> **Problem requirements**: Return every record exactly as it appears. Leave nothing out.

> **Data records**:
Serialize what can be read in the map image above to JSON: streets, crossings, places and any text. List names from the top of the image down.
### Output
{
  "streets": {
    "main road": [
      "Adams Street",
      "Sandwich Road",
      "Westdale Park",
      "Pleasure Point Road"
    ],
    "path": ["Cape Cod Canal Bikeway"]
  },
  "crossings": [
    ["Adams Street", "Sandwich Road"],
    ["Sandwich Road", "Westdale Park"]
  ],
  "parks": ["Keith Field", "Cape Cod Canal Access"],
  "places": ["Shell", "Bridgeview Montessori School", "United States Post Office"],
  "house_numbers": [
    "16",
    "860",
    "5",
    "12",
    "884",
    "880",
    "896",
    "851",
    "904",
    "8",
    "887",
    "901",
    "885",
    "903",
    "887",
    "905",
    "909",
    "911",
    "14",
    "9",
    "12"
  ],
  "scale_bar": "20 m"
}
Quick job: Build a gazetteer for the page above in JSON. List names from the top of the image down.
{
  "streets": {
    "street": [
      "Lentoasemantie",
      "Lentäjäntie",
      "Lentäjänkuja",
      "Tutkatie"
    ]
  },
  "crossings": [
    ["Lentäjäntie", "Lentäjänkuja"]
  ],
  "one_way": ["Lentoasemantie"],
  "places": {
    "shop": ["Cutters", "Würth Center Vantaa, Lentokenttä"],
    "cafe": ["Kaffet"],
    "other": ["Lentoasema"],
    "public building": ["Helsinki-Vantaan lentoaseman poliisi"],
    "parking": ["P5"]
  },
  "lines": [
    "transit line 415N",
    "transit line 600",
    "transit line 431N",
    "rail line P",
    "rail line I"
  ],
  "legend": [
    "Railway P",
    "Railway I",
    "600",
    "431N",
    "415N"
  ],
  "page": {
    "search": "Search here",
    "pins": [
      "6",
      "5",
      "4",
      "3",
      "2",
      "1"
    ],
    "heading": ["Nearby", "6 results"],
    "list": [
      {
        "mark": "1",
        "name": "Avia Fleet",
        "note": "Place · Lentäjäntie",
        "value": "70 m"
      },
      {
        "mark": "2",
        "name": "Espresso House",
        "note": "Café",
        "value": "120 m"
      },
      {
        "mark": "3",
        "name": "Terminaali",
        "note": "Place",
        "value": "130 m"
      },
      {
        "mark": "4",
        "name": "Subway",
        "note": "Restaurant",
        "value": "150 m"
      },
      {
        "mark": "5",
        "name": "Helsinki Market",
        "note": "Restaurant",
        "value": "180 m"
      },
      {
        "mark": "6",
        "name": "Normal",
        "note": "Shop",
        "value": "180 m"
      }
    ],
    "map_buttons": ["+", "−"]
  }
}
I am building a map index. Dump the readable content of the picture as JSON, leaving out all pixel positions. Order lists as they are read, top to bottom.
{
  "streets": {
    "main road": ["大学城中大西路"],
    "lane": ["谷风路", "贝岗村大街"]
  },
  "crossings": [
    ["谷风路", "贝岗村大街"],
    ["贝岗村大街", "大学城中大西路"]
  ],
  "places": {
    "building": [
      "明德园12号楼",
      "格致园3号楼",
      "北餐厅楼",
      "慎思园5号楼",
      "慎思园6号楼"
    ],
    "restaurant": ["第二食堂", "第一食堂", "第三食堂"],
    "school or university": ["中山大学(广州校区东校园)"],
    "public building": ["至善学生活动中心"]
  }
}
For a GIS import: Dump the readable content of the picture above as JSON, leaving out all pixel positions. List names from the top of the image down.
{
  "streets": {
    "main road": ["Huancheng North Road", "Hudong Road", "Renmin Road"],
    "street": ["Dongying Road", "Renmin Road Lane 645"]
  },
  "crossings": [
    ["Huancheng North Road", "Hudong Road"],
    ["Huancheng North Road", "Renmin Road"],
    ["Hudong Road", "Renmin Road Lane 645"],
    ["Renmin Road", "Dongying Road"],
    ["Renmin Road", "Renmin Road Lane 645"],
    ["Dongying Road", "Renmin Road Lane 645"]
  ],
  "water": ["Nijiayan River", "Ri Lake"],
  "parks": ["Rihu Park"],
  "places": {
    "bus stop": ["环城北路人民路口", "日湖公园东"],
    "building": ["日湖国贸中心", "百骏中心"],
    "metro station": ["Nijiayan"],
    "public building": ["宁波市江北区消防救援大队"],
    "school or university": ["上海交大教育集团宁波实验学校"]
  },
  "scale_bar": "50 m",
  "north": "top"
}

> **Response**:
Serialize what can be read in the map image above to JSON: streets, crossings, places and any text. List names from the top of the image down.
### Output
{
  "streets": {
    "main road": [
      "Adams Street",
      "Sandwich Road",
      "Westdale Park",
      "Pleasure Point Road"
    ],
    "path": ["Cape Cod Canal Bikeway"]
  },
  "crossings": [
    ["Adams Street", "Sandwich Road"],
    ["Sandwich Road", "Westdale Park"]
  ],
  "parks": ["Keith Field", "Cape Cod Canal Access"],
  "places": ["Shell", "Bridgeview Montessori School", "United States Post Office"],
  "house_numbers": [
    "16",
    "860",
    "5",
    "12",
    "884",
    "880",
    "896",
    "851",
    "904",
    "8",
    "887",
    "901",
    "885",
    "903",
    "887",
    "905",
    "909",
    "911",
    "14",
    "9",
    "12"
  ],
  "scale_bar": "20 m"
}
Quick job: Build a gazetteer for the page above in JSON. List names from the top of the image down.
{
  "streets": {
    "street": [
      "Lentoasemantie",
      "Lentäjäntie",
      "Lentäjänkuja",
      "Tutkatie"
    ]
  },
  "crossings": [
    ["Lentäjäntie", "Lentäjänkuja"]
  ],
  "one_way": ["Lentoasemantie"],
  "places": {
    "shop": ["Cutters", "Würth Center Vantaa, Lentokenttä"],
    "cafe": ["Kaffet"],
    "other": ["Lentoasema"],
    "public building": ["Helsinki-Vantaan lentoaseman poliisi"],
    "parking": ["P5"]
  },
  "lines": [
    "transit line 415N",
    "transit line 600",
    "transit line 431N",
    "rail line P",
    "rail line I"
  ],
  "legend": [
    "Railway P",
    "Railway I",
    "600",
    "431N",
    "415N"
  ],
  "page": {
    "search": "Search here",
    "pins": [
      "6",
      "5",
      "4",
      "3",
      "2",
      "1"
    ],
    "heading": ["Nearby", "6 results"],
    "list": [
      {
        "mark": "1",
        "name": "Avia Fleet",
        "note": "Place · Lentäjäntie",
        "value": "70 m"
      },
      {
        "mark": "2",
        "name": "Espresso House",
        "note": "Café",
        "value": "120 m"
      },
      {
        "mark": "3",
        "name": "Terminaali",
        "note": "Place",
        "value": "130 m"
      },
      {
        "mark": "4",
        "name": "Subway",
        "note": "Restaurant",
        "value": "150 m"
      },
      {
        "mark": "5",
        "name": "Helsinki Market",
        "note": "Restaurant",
        "value": "180 m"
      },
      {
        "mark": "6",
        "name": "Normal",
        "note": "Shop",
        "value": "180 m"
      }
    ],
    "map_buttons": ["+", "−"]
  }
}
I am building a map index. Dump the readable content of the picture as JSON, leaving out all pixel positions. Order lists as they are read, top to bottom.
{
  "streets": {
    "main road": ["大学城中大西路"],
    "lane": ["谷风路", "贝岗村大街"]
  },
  "crossings": [
    ["谷风路", "贝岗村大街"],
    ["贝岗村大街", "大学城中大西路"]
  ],
  "places": {
    "building": [
      "明德园12号楼",
      "格致园3号楼",
      "北餐厅楼",
      "慎思园5号楼",
      "慎思园6号楼"
    ],
    "restaurant": ["第二食堂", "第一食堂", "第三食堂"],
    "school or university": ["中山大学(广州校区东校园)"],
    "public building": ["至善学生活动中心"]
  }
}
For a GIS import: Dump the readable content of the picture above as JSON, leaving out all pixel positions. List names from the top of the image down.
{
  "streets": {
    "main road": ["Huancheng North Road", "Hudong Road", "Renmin Road"],
    "street": ["Dongying Road", "Renmin Road Lane 645"]
  },
  "crossings": [
    ["Huancheng North Road", "Hudong Road"],
    ["Huancheng North Road", "Renmin Road"],
    ["Hudong Road", "Renmin Road Lane 645"],
    ["Renmin Road", "Dongying Road"],
    ["Renmin Road", "Renmin Road Lane 645"],
    ["Dongying Road", "Renmin Road Lane 645"]
  ],
  "water": ["Nijiayan River", "Ri Lake"],
  "parks": ["Rihu Park"],
  "places": {
    "bus stop": ["环城北路人民路口", "日湖公园东"],
    "building": ["日湖国贸中心", "百骏中心"],
    "metro station": ["Nijiayan"],
    "public building": ["宁波市江北区消防救援大队"],
    "school or university": ["上海交大教育集团宁波实验学校"]
  },
  "scale_bar": "50 m",
  "north": "top"
}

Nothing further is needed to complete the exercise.